The order in sentences with nominal or adjectival predicates is Predicate – Subject, as can be seen in (2) and (3).

For locative predicates, a special locative copula is used, in which case the order is Verb-Subject-Locative predicate.

In the presence of an indirect object, the order is Verb – Subject – Indirect Object – Direct Object.

VP adverbs, such as always, are usually placed after the direct object in Kalenjin.

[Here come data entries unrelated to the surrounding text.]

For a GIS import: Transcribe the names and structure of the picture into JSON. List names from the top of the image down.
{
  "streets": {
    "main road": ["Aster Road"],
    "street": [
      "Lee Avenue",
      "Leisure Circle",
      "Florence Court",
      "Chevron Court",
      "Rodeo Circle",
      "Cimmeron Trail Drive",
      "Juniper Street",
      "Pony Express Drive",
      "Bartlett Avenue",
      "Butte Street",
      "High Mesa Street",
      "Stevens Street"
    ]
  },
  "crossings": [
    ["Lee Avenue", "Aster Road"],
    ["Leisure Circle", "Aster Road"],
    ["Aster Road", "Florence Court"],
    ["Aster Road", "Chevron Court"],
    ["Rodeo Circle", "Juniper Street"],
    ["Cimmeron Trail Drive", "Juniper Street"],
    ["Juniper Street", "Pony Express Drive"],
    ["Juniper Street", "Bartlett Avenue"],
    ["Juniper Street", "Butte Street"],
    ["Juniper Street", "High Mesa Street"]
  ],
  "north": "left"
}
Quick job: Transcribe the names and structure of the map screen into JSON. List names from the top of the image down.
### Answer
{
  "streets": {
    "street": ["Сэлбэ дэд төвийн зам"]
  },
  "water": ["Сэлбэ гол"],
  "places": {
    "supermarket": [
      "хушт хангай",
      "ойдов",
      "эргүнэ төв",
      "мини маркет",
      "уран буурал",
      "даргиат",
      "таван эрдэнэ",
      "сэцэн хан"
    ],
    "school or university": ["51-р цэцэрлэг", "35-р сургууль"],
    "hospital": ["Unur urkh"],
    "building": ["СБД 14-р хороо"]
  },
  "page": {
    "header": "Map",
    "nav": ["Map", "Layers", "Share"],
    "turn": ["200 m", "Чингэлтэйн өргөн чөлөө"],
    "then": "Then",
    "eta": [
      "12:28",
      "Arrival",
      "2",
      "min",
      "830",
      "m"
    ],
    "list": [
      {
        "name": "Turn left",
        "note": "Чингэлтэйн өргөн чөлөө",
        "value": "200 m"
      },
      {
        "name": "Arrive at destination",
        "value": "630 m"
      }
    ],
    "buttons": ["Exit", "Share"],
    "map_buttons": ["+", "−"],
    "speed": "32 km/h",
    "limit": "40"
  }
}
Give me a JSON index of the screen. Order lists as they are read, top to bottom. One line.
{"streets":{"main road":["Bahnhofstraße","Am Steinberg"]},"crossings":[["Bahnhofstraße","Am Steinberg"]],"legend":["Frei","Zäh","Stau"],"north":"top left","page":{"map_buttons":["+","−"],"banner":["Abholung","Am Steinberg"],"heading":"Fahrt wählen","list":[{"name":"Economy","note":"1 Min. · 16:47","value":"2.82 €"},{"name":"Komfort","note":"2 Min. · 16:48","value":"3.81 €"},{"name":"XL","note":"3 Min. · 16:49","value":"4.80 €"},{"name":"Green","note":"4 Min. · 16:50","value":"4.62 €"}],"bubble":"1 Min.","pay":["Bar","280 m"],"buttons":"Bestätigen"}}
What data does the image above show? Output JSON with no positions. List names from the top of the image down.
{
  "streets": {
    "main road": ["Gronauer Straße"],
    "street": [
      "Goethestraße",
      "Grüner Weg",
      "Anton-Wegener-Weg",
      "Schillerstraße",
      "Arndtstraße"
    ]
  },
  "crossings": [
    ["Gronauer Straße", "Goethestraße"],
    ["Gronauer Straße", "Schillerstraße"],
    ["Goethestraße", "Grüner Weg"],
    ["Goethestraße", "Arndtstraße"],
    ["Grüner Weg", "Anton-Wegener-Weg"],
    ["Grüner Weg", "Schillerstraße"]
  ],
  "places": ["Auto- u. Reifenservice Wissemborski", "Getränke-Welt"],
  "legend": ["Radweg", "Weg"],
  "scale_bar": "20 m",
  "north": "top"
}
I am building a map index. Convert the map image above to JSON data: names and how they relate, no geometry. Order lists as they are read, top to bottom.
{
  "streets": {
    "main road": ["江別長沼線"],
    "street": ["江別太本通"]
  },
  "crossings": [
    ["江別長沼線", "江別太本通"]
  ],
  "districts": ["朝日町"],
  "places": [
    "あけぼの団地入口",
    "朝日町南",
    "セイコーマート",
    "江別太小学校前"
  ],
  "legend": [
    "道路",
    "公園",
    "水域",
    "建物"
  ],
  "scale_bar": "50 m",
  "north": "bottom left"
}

Finally, Kalenjin is unusual among verb-initial languages, in expressing possession with a transitive verb HAVE. Other verb-initial languages of the Nilotic language family, such as Maasai, also express possession with the use of a transitive verb HAVE.

===Case===
Kalenjin is a marked nominative language: nominative case is the only case that is marked in the language, while all other cases (accusative, genitive, dative etc.) are left unmarked. Nominative case is marked through tone only.

===Negation===
Negation is expressed with the prefix ma-/maa-, which attaches to the verb. It precedes the subject agreement prefix, but it follows the tense prefixes.

===Topicalization===
There are two strategies for topicalization in the language, according to Creider (1989). In the unmarked case, a topicalized subject appears at the end of the sentence, retaining its nominative case marking. In the marked case, the topicalized element appears at the beginning of the sentence and is followed by the topic marker kò. In this case, if the topicalized element is a subject, it loses its nominative case.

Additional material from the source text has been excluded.